The elevator opened to the dimly lit lobby, and Thorpe waited for Seeley while the others walked to the double doors.
“Your reputation precedes you, Mr. Seeley-or may I call you Michael? I'm honored to be your adversary.” As in the courtroom the gravelly voice was reserved, even somber.
Seeley said, “I'm sure it will be an interesting trial.”
“It's a tragedy about Bob Pearsall.” Thorpe rested a hand on Seeley's arm. “Did you know him?”
Seeley turned to escape Thorpe's touch and said, “Did you?”
“How well do we know anyone?” When Seeley didn't respond, Thorpe said, “We had lunch from time to time. He was in a small poker group we have, some local trial lawyers. We get together once or twice a month.”
“What about his family?” Seeley was still unsure why Judy asked him, and not one of her husband's friends, to look into the police handling of his death.
“You mean the loving wife, the adoring daughter? Judy told me you've taken an interest in this.”
“Only because she asked.”
“Surely you've been practicing long enough to know how appearances can deceive. I've been married to the same woman for fifty-three years. My wife is my bridge partner, my life companion, and I devoutly believe that she has been faithful to me all this time. But do I really know that? Would I stake my life on it? Of course not.”

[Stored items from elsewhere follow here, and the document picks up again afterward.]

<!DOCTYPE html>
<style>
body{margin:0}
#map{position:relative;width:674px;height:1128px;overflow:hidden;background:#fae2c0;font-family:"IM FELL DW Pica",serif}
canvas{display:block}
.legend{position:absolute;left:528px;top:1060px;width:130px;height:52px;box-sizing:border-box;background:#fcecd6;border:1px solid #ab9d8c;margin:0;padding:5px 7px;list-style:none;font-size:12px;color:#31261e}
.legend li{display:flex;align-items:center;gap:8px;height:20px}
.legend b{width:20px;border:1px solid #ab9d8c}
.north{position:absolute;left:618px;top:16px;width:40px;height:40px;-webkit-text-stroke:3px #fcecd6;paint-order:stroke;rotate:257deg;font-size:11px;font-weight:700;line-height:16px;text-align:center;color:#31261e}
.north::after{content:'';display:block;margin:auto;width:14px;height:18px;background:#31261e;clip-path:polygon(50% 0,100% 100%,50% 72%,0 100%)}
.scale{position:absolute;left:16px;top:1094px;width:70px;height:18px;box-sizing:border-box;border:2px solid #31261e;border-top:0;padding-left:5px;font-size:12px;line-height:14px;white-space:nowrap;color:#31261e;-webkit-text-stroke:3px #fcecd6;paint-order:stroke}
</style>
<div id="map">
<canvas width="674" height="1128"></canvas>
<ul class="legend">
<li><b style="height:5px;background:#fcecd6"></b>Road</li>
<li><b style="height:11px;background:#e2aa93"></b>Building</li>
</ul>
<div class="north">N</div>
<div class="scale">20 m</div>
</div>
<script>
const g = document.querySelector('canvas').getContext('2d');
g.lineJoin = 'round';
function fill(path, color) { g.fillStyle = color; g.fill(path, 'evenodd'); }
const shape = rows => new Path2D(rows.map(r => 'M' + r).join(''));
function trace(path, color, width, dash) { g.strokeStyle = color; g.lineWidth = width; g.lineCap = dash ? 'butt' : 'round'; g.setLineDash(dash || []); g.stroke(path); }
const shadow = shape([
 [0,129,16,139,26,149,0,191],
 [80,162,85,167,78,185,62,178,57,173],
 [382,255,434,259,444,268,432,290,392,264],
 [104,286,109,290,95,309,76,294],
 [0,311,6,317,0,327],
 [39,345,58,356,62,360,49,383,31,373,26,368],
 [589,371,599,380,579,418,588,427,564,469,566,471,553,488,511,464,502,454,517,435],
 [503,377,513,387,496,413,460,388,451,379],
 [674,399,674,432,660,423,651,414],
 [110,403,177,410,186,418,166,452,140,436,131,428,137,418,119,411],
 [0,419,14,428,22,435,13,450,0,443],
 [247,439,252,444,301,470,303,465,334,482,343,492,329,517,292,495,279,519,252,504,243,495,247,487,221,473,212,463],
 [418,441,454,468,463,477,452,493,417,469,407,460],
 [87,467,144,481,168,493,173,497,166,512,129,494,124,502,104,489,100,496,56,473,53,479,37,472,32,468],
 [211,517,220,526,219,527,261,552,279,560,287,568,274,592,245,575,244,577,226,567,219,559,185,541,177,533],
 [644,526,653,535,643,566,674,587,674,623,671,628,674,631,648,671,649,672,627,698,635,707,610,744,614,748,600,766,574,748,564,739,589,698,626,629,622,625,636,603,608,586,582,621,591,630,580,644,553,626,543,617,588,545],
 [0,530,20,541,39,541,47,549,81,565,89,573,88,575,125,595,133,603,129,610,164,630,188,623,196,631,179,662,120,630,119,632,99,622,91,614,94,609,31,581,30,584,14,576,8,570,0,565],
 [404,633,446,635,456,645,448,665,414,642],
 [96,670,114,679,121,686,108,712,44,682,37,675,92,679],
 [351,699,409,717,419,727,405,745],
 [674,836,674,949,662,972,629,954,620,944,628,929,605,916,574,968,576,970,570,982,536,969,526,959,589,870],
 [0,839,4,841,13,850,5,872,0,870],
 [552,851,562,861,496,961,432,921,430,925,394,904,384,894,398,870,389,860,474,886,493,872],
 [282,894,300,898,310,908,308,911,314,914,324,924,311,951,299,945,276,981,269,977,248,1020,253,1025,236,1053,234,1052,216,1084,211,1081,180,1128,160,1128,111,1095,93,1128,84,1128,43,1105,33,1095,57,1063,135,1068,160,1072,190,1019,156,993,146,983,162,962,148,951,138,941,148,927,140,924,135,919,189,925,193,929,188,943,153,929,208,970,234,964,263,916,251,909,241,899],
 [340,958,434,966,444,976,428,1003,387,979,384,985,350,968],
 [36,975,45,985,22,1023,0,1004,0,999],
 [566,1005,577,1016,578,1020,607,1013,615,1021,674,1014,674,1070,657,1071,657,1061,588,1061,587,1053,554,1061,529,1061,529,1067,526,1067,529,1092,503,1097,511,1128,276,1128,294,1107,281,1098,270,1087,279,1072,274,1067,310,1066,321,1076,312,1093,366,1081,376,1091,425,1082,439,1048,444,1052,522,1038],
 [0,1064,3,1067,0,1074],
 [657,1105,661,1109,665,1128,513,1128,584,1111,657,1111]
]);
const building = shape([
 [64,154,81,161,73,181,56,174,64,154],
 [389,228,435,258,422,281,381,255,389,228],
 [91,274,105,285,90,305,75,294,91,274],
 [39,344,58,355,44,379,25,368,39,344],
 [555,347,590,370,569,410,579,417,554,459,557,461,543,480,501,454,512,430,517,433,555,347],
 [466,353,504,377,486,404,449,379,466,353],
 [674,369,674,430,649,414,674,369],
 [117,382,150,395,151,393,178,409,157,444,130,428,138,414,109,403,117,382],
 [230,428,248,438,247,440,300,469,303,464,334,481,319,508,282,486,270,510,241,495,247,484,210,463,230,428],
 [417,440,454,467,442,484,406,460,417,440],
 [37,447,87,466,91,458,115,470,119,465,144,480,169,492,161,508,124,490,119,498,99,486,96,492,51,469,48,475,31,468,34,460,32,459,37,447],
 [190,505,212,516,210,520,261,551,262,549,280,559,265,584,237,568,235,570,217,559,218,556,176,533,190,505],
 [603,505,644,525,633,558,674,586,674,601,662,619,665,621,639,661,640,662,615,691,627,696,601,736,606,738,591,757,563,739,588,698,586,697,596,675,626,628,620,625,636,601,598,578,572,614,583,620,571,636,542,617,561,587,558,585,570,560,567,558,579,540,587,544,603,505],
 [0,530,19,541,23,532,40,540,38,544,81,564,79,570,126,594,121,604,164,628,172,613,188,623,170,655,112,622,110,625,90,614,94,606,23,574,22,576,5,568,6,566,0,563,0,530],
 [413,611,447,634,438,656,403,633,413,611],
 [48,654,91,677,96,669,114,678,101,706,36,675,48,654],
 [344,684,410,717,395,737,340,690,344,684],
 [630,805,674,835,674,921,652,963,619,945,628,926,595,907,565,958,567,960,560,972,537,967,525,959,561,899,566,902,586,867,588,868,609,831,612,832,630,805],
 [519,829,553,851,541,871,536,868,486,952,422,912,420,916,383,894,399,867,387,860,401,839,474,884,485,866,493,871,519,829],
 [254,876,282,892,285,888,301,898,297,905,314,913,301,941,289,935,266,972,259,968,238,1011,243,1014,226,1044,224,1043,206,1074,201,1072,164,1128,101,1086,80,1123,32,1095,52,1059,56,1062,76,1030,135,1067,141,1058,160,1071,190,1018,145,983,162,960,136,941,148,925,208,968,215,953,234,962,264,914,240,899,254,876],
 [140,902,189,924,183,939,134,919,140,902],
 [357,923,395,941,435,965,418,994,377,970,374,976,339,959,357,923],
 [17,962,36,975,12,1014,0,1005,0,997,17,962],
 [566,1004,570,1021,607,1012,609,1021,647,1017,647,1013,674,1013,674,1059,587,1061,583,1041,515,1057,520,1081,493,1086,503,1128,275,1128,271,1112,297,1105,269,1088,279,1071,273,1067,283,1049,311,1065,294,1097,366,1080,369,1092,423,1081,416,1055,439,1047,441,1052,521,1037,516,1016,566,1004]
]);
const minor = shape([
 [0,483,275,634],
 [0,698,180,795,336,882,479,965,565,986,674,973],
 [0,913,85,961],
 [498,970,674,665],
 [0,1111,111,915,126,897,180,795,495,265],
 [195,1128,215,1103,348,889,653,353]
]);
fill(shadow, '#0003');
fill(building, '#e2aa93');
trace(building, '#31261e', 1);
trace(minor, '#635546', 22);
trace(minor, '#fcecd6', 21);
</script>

The privacy of the observation startled Seeley, but it was so offhand that he wondered if it was something Thorpe had said many times before, including to strangers.
At the security barrier, one of the guards greeted Thorpe by name, but he ignored it or didn't notice. Thorpe said, “So you don't think Bob threw himself in front of a train?”
“He took pictures of birds. He read philosophy.”
“Bob was a complicated man. He had his secrets.”
Seeley said, “But you're not going to share them.”
“If I did, they wouldn't be secrets.”
Seeley thought Thorpe would smile at his own remark, but he didn't. “What kind of poker player was he?”
“That's what I'm saying. You'd expect someone like Bob to be a methodical player, counting cards, figuring the probabilities, patient, like he was with those birds. But no, he was reckless. He'd bet every hand, so, even if you were holding pretty good cards, you wouldn't know whether to fold. Of course, he lost more than he won, but that never seemed to bother him.”
One the other side of the double doors, a chanting crowd with placards was gathered on the courthouse plaza. Television cameras moved around the protesters.
Seeley said, “What kind of poker player are you?”
Thorpe gave the question more thought than it needed. “Methodical. You could say I'm a methodical player.”